• TASK GOAL: In the lines below, the string "major" may appear; say how many lines hold it and give nothing more.

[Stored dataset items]
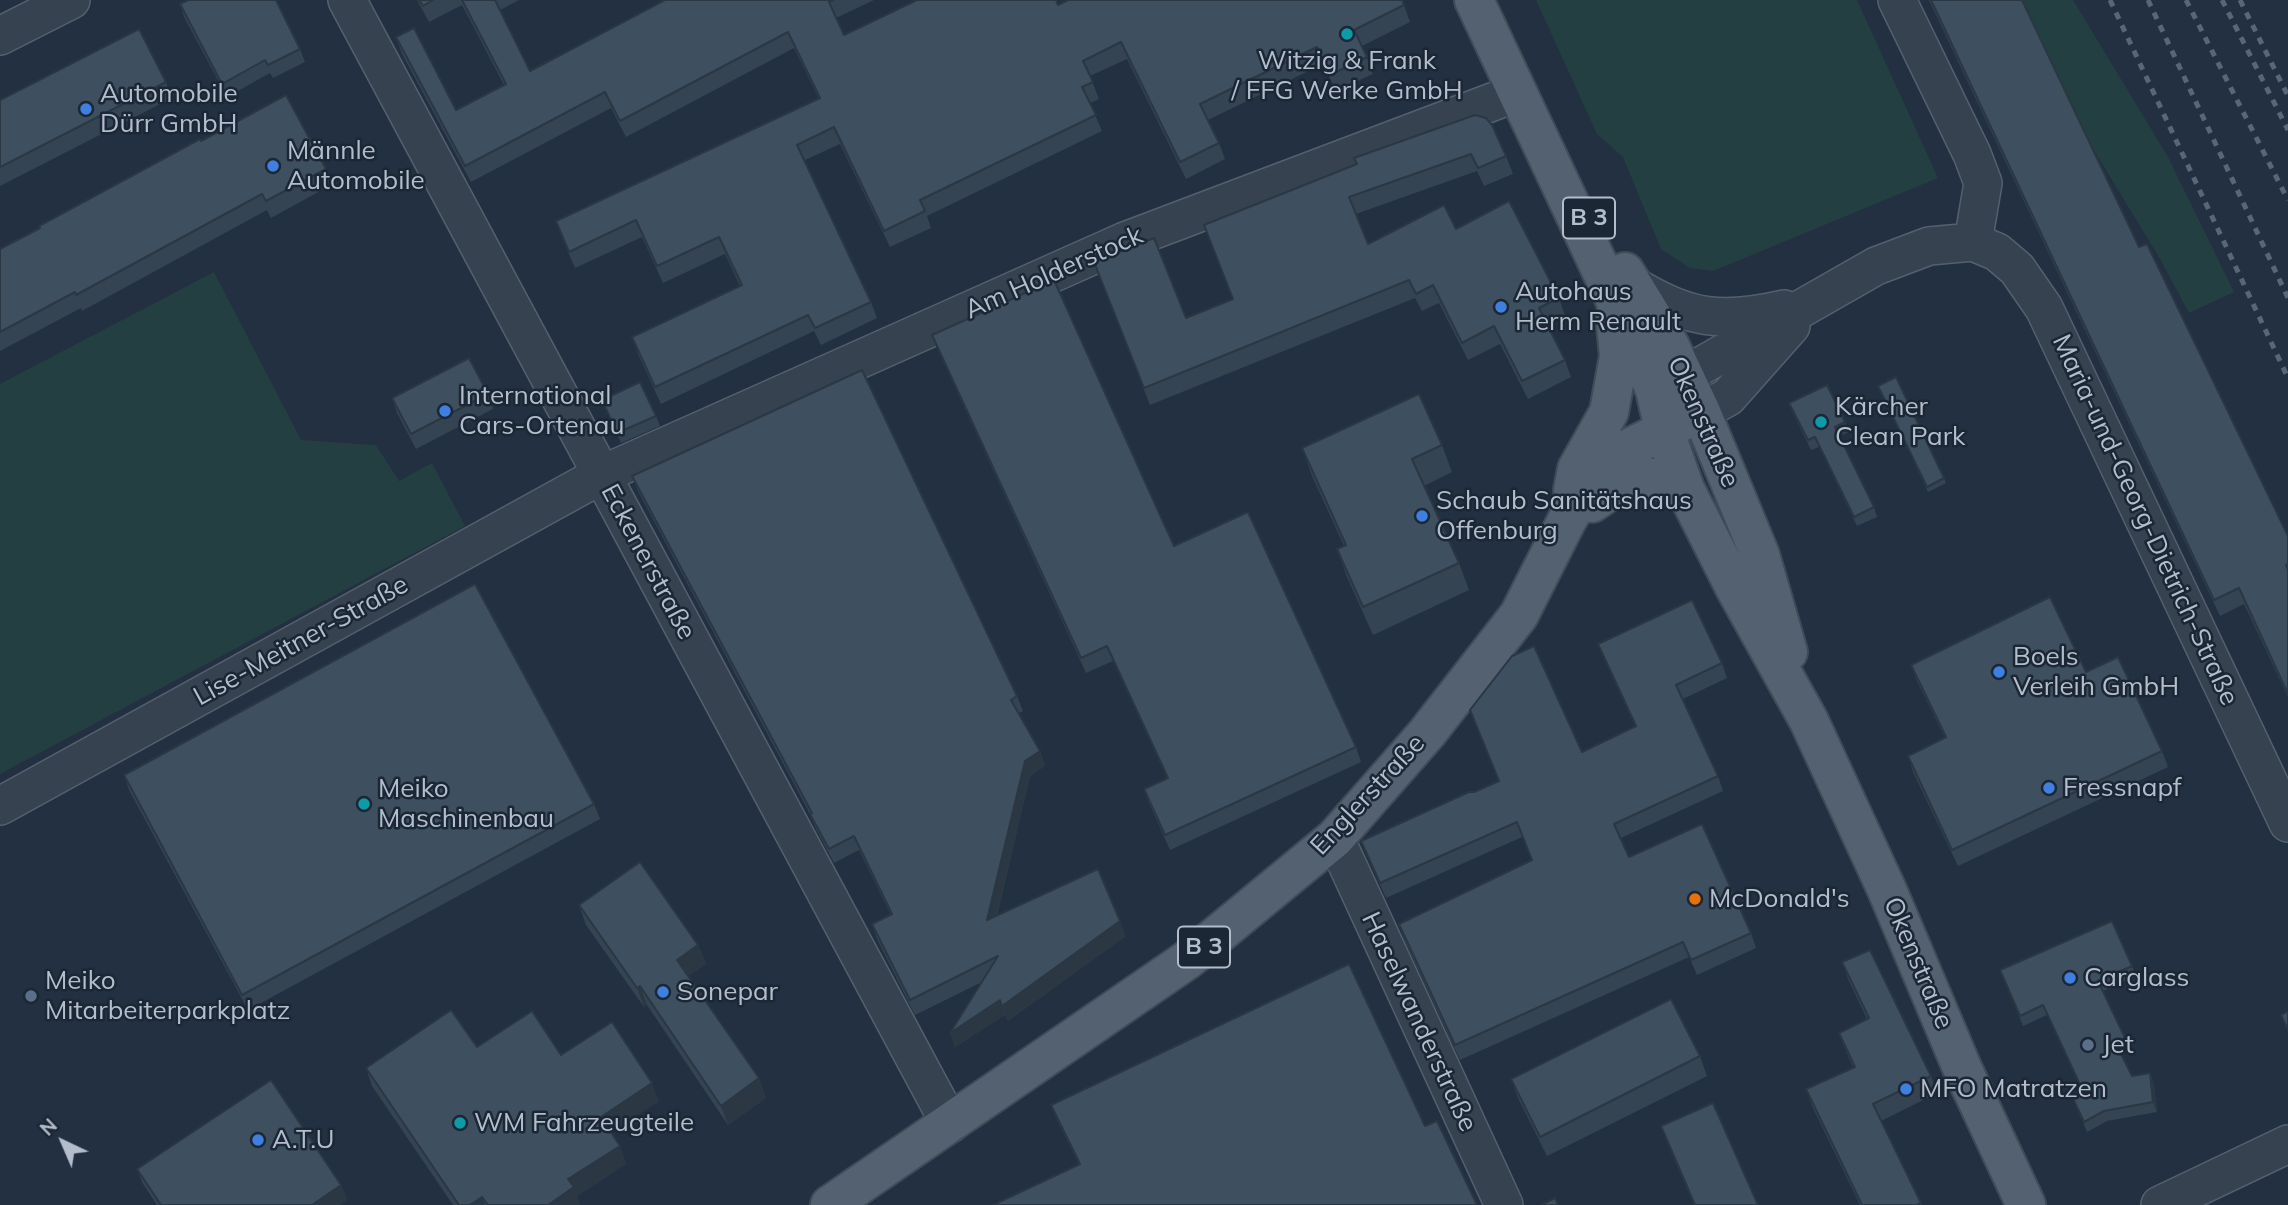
<!DOCTYPE html>
<meta charset="utf-8">
<style>
body{margin:0}
#map{position:relative;width:2288px;height:1205px;overflow:hidden;background:#223041;font-family:Mulish,sans-serif}
canvas{display:block}
.north{position:absolute;left:28px;top:1107px;width:70px;height:70px;-webkit-text-stroke:5px #1b2735;paint-order:stroke;rotate:316deg;font-size:19px;font-weight:700;line-height:28px;text-align:center;color:#b3bdcb}
.north::after{content:'';display:block;margin:auto;width:24px;height:32px;background:#b3bdcb;clip-path:polygon(50% 0,100% 100%,50% 72%,0 100%)}
</style>
<div id="map">
<canvas width="2288" height="1205"></canvas>
<div class="north">N</div>
</div>
<script>
const g = document.querySelector('canvas').getContext('2d');
g.lineJoin = 'round';
function paint(path, color) {
  g.fillStyle = color;
  g.fill(path, 'evenodd');
}
function stroke(path, color, width, dash) {
  g.strokeStyle = color;
  g.lineWidth = width;
  g.lineCap = dash ? 'butt' : 'round';
  g.setLineDash(dash || []);
  g.stroke(path);
}
function drawText(font, color, halo, rows, align = 'center') {
  g.font = font + ' Mulish,sans-serif';
  g.lineWidth = 5;
  g.setLineDash([]);
  g.textBaseline = 'middle';
  g.strokeStyle = halo;
  g.fillStyle = color;
  for (const [text, x, y, turn = 0] of rows) {
    g.save();
    g.translate(x, y);
    g.rotate((+turn || 0) * Math.PI / 180);
    g.textAlign = isNaN(turn) ? turn : align;
    if (halo) g.strokeText(text, 0, 0);
    g.fillText(text, 0, 0);
    g.restore();
  }
}
const green = new Path2D(`
 M1536,0h321l81,178 -225,93 -23,-3 -29,-19 -38,-92 -26,-23z
 M2020,0h53l95,157 66,135 -45,21 -29,-54 -82,-135z
 M214,272l87,168 75,5 23,36 33,-18 33,63 -465,248v-390z`);
const minor = new Path2D(`
 M347,0l603,1124
 M1897,0l75,154 11,29 -10,59
 M0,36l71,-36
 M1636,287c54,33 87,36 148,22
 M1685,375l191,-109 53,-20 44,-4 24,10 20,17 27,39 244,515
 M1701,412l27,-15 63,-71
 M0,806l601,-331 524,-234 391,-148
 M1335,838l169,367
 M2160,1205l128,-61`);
const major = new Path2D(`
 M1474,0l166,353 15,37 9,39 21,60 50,99 74,133 78,169 76,180 63,135
 M1625,272l45,74 31,66 59,143 28,97
 M1573,490l4,-21 32,-57 10,-56 -4,-41
 M1592,503c45,-30 40,-34 93,-14
 M830,1205l357,-245 148,-122 92,-105 92,-118 48,-95 24,-39 30,-29 80,-40`);
const rail = new Path2D(`
 M2110,0l178,378
 M2148,0l140,298
 M2186,0l102,200
 M2222,0l66,130
 M2240,0l48,96`);
const wall = new Path2D(`
 M417,0h102l-19,10 30,61 135,-71h209l-38,18 8,17 214,-30h346l6,17 -48,24 11,28 -37,17 -13,-27 -115,56 11,23 6,16 -39,20 -59,-120 -37,17 9,23 -9,4 12,28 -175,85 4,12 -41,19 -50,-103 -35,16 66,142 6,16 -56,27 -7,-14 -153,73 -23,-50 -6,-17 108,-51 -15,-32 -62,29 -21,-46 -67,31 -13,-30 -6,-17 263,-122 -25,-51 -168,89 -15,-29 -140,74 -69,-128 -6,-17 60,73 48,-25 -42,-80 -33,17z
 M1929,0h93l117,247 149,289v161l-44,-93 -24,12z
 M180,4l120,45 5,13 -32,16 -3,-5 -43,24 -43,-80z
 M166,82l6,16 -172,88v-86z
 M1475,115l31,41 7,18 -29,12 -7,-15 -121,43 12,30 88,-15 103,69 6,18 -18,9 18,35 6,17 -43,22 -28,-55 -32,16 -29,-57 -17,8 -7,-13 -265,107 -56,-143 92,56 47,-19 -29,-74z
 M201,141l125,28 5,16 -60,33 -4,-8 -185,101 -1,-3 -81,43v-102z
 M932,335l424,412 5,15 -191,88 -21,-47 -5,-14 23,-11 -54,-117 -27,12 -148,-323z
 M1878,386l66,92 2,5 -18,9z
 M488,394l5,15 -77,40 -19,-36 -5,-15z
 M602,400l54,16 4,10 -39,17z
 M1789,403l56,19 4,10 -10,4 35,71 3,10 -20,9 -38,-79 -8,3 -18,-37z
 M1442,445l10,27 -28,14 35,77 10,27 -96,45 -26,-58 -10,-28 7,-3 -32,-70 -10,-28z
 M632,476l385,220 6,15 -4,2 21,38 5,15 -15,10 -33,140 129,20 -118,85 -3,-6 -50,32 -5,-14 32,-51 -67,33 -38,-76 -5,-15 19,-9 -32,-65 -25,13 -18,-34 -6,-15 -172,-323z
 M1598,644l124,19 5,15 -44,21 35,77 5,15 -102,47 8,19 122,76 5,15 -59,27 -8,-18 -229,103 -56,-121 -5,-15 133,-64 -10,-23 -136,61 -19,-42 -6,-15 138,-60 -29,-71 112,42 53,-26 -31,-67z
 M1911,665l175,7 76,79 6,16 -210,99 -45,-94 -5,-16 37,-18 -28,-57z
 M124,775l470,29 6,15 -352,191 -119,-220z
 M579,905l119,40 8,19 -18,12 71,102 7,20 -38,27 -81,-120 -3,2 -58,-82z
 M1842,962l89,114 6,17 -56,28 41,84h-62l-48,-99 -6,-17 47,-22 -8,-18 -6,-16 28,-14 -19,-40z
 M2132,966l4,10 -33,15 25,57 -8,4 12,24 18,-3 4,10 3,29 -50,9 -20,11 -15,-36 11,-5 -36,-76 -24,11 -23,-56z
 M477,1047l84,8 98,46 -48,31 9,14 6,18 -49,32 3,9h-127l-81,-119 -6,-18z
 M1700,1056l7,20 -160,80 -29,-58 -7,-19z
 M1051,1105l374,21 -346,38 -22,-44z
 M1661,1126l97,79h-64l-26,-60z
 M137,1169l204,16 6,15 -8,5h-182l-14,-21z`);
const shadedWall = new Path2D(`
 M1040,751l5,15 -15,10 -38,159 -5,-15 38,-159z
 M1120,921l6,15 -118,85 -6,-15z
 M698,945l8,19 -22,15 -7,-19z
 M640,986l7,19 -3,2 -7,-19z
 M1000,1000l5,15 -50,32 -5,-14z
 M2150,1073l4,10 3,29 -4,-10z
 M759,1078l7,20 -38,27 -7,-19z
 M652,1083l7,18 -52,34 -6,-18z
 M620,1146l6,18 -49,32 3,9h-32l20,-26z
 M341,1185l6,15 -8,5h-27z
 M482,1197l3,8h-15z`);
const building = new Path2D(`
 M188,0h88l24,49 -32,16 -3,-5 -43,24 -42,-80z
 M419,0h14l-10,6z
 M462,0h33l35,71 135,-71h169l-5,2 15,33 73,-35h139l2,5 10,-5h334l2,5 -50,25 13,27 -37,18 -13,-28 -117,57 19,39 -39,19 -59,-120 -38,19 10,21 -11,5 14,28 -176,85 5,11 -41,20 -50,-104 -37,18 74,157 -56,26 -7,-13 -153,72 -23,-50 110,-52 -23,-48 -62,29 -21,-46 -67,32 -13,-31 264,-123 -32,-66 -168,89 -15,-29 -140,74 -69,-129 18,-9 42,82 50,-26z
 M1931,0h91l117,247 8,-3 141,292v28l-2,1 2,5v124l-49,-106 -25,12z
 M139,29l27,53 -166,85v-67z
 M286,95l40,74 -60,32 -4,-7 -186,101 -1,-3 -75,40v-83l40,-21 -1,-2 161,-87 1,2z
 M1475,115l11,3 6,7 14,31 -28,12 -7,-14 -122,43 19,47 76,-39 12,24 53,-28 50,97 -20,10 26,52 -43,21 -28,-55 -32,17 -29,-58 -17,9 -7,-14 -265,108 -50,-126 60,-24 32,80 47,-19 -29,-74 153,-61 -3,-6z
 M1054,280l120,266 74,-34 108,235 -191,88 -21,-46 24,-11 -61,-132 -26,12 -149,-323z
 M469,358l19,36 -77,40 -19,-36z
 M862,370l155,326 -6,4 29,51 -15,10 -38,159 111,-51 22,52 -118,85 -2,-6 -50,33 48,-77 -88,44 -38,-76 20,-10 -38,-78 -25,13 -19,-35 2,-1 -180,-337z
 M1896,377l48,101 -17,9 -49,-101z
 M640,382l16,34 -39,17 -15,-33z
 M1827,385l18,37 -10,5 39,80 -20,10 -39,-80 -7,3 -19,-37z
 M1419,394l23,51 -30,14 47,104 -96,44 -26,-58 9,-4 -44,-97z
 M475,584l119,220 -352,191 -118,-220z
 M2050,597l36,75 32,-15 44,94 -210,99 -44,-94 38,-19 -35,-72z
 M1692,600l30,63 -46,22 42,91 -104,48 15,33 73,-33 49,109 -60,27 -8,-18 -228,103 -56,-121 133,-64 -15,-38 -137,61 -19,-42 108,-49h5l25,-11 -29,-71 42,-54 22,-10 48,106 54,-26 -38,-82z
 M640,862l58,83 -21,15 82,118 -38,28 -81,-120 -3,2 -58,-83z
 M2112,921l20,45 -34,15 27,57 -10,4 17,34 18,-3 3,29 -49,9 -20,11 -12,-26 11,-5 -40,-86 -23,11 -20,-46z
 M1870,950l61,126 -58,28 48,99 -4,2h-55l-56,-116 49,-22 -16,-34 30,-15 -27,-56z
 M1349,964l76,162 12,-5 40,84h-484l87,-41 -29,-59z
 M1671,999l29,57 -160,81 -29,-58z
 M451,1010l26,37 55,-36 29,44 51,-33 40,61 -51,34 19,29 -52,33 6,8 -26,18h-60l-6,-8 -12,8h-11l-93,-137z
 M2288,1011v19l-7,-15z
 M271,1080l70,105 -29,20h-151l-24,-36z
 M1713,1103l45,102h-63l-34,-79z
 M1555,1198l3,7h-17z`);
const markers = [
 [1347,34,7,"#0f9aa8"],
 [86,109,7,"#3f7fe0"],
 [273,166,7,"#3f7fe0"],
 [1501,307,7,"#3f7fe0"],
 [445,411,7,"#3f7fe0"],
 [1821,422,7,"#0f9aa8"],
 [1422,516,7,"#3f7fe0"],
 [1999,672,7,"#3f7fe0"],
 [2049,788,7,"#3f7fe0"],
 [364,804,7,"#0f9aa8"],
 [1695,899,7,"#e8710a"],
 [2070,978,7,"#3f7fe0"],
 [663,992,7,"#3f7fe0"],
 [31,996,7,"#5c6f8a"],
 [2088,1045,7,"#5c6f8a"],
 [1906,1089,7,"#3f7fe0"],
 [460,1123,7,"#0f9aa8"],
 [258,1140,7,"#3f7fe0"]
];
const shields = [
 [1589,218,52],
 [1204,947,52]
];
const shieldNames = [
 ["B 3",1589,218],
 ["B 3",1204,947]
];
const poiNames = [
 ["Witzig & Frank",1347,61,"center"],
 ["/ FFG Werke GmbH",1347,91,"center"],
 ["Automobile",100,94],
 ["Dürr GmbH",100,124],
 ["Männle",287,151],
 ["Automobile",287,181],
 ["Autohaus",1515,292],
 ["Herm Renault",1515,322],
 ["International",459,396],
 ["Cars-Ortenau",459,426],
 ["Kärcher",1835,407],
 ["Clean Park",1835,437],
 ["Schaub Sanitätshaus",1436,501],
 ["Offenburg",1436,531],
 ["Boels",2013,657],
 ["Verleih GmbH",2013,687],
 ["Fressnapf",2063,788],
 ["Meiko",378,789],
 ["Maschinenbau",378,819],
 ["McDonald's",1709,899],
 ["Carglass",2084,978],
 ["Meiko",45,981],
 ["Mitarbeiterparkplatz",45,1011],
 ["Sonepar",677,992],
 ["Jet",2102,1045],
 ["MFO Matratzen",1920,1089],
 ["WM Fahrzeugteile",474,1123],
 ["A.T.U",272,1140]
];
const streetNames = [
 ["Am Holderstock",1054,273,-24],
 ["Okenstraße",1703,422,66],
 ["Maria-und-Georg-Dietrich-Straße",2145,520,65],
 ["Eckenerstraße",648,562,62],
 ["Lise-Meitner-Straße",301,641,-29],
 ["Englerstraße",1368,795,-47],
 ["Okenstraße",1918,963,67],
 ["Haselwanderstraße",1419,1022,65]
];
paint(green, '#243f41');
stroke(minor, '#54606e', 40);
stroke(major, '#404b59', 42);
stroke(minor, '#364250', 37);
stroke(major, '#546170', 38);
stroke(rail, '#586678', 5, [7, 7]);
paint(wall, '#354453');
paint(shadedWall, '#2b3743');
paint(building, '#3e4f60');
stroke(building, '#2b3743', 2);
for (const [x, y, r, color] of markers) {
  const dot = new Path2D();
  dot.arc(x, y, r, 0, 2 * Math.PI);
  g.fillStyle = color;
  g.fill(dot);
  stroke(dot, '#1b2735', 2.5);
}
for (const [x, y, w] of shields) {
  const box = new Path2D();
  box.roundRect(x - w / 2, y - 20.5, w, 41, 5);
  g.fillStyle = '#1b2735';
  g.fill(box);
  stroke(box, '#b3bdcb', 2);
}
drawText('bold 24px', '#b3bdcb', null, shieldNames);
drawText('26px', '#b3bdcb', '#1b2735', poiNames, 'left');
drawText('26px', '#b3bdcb', '#1b2735', streetNames);
</script>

• ANSWER SECTION: 3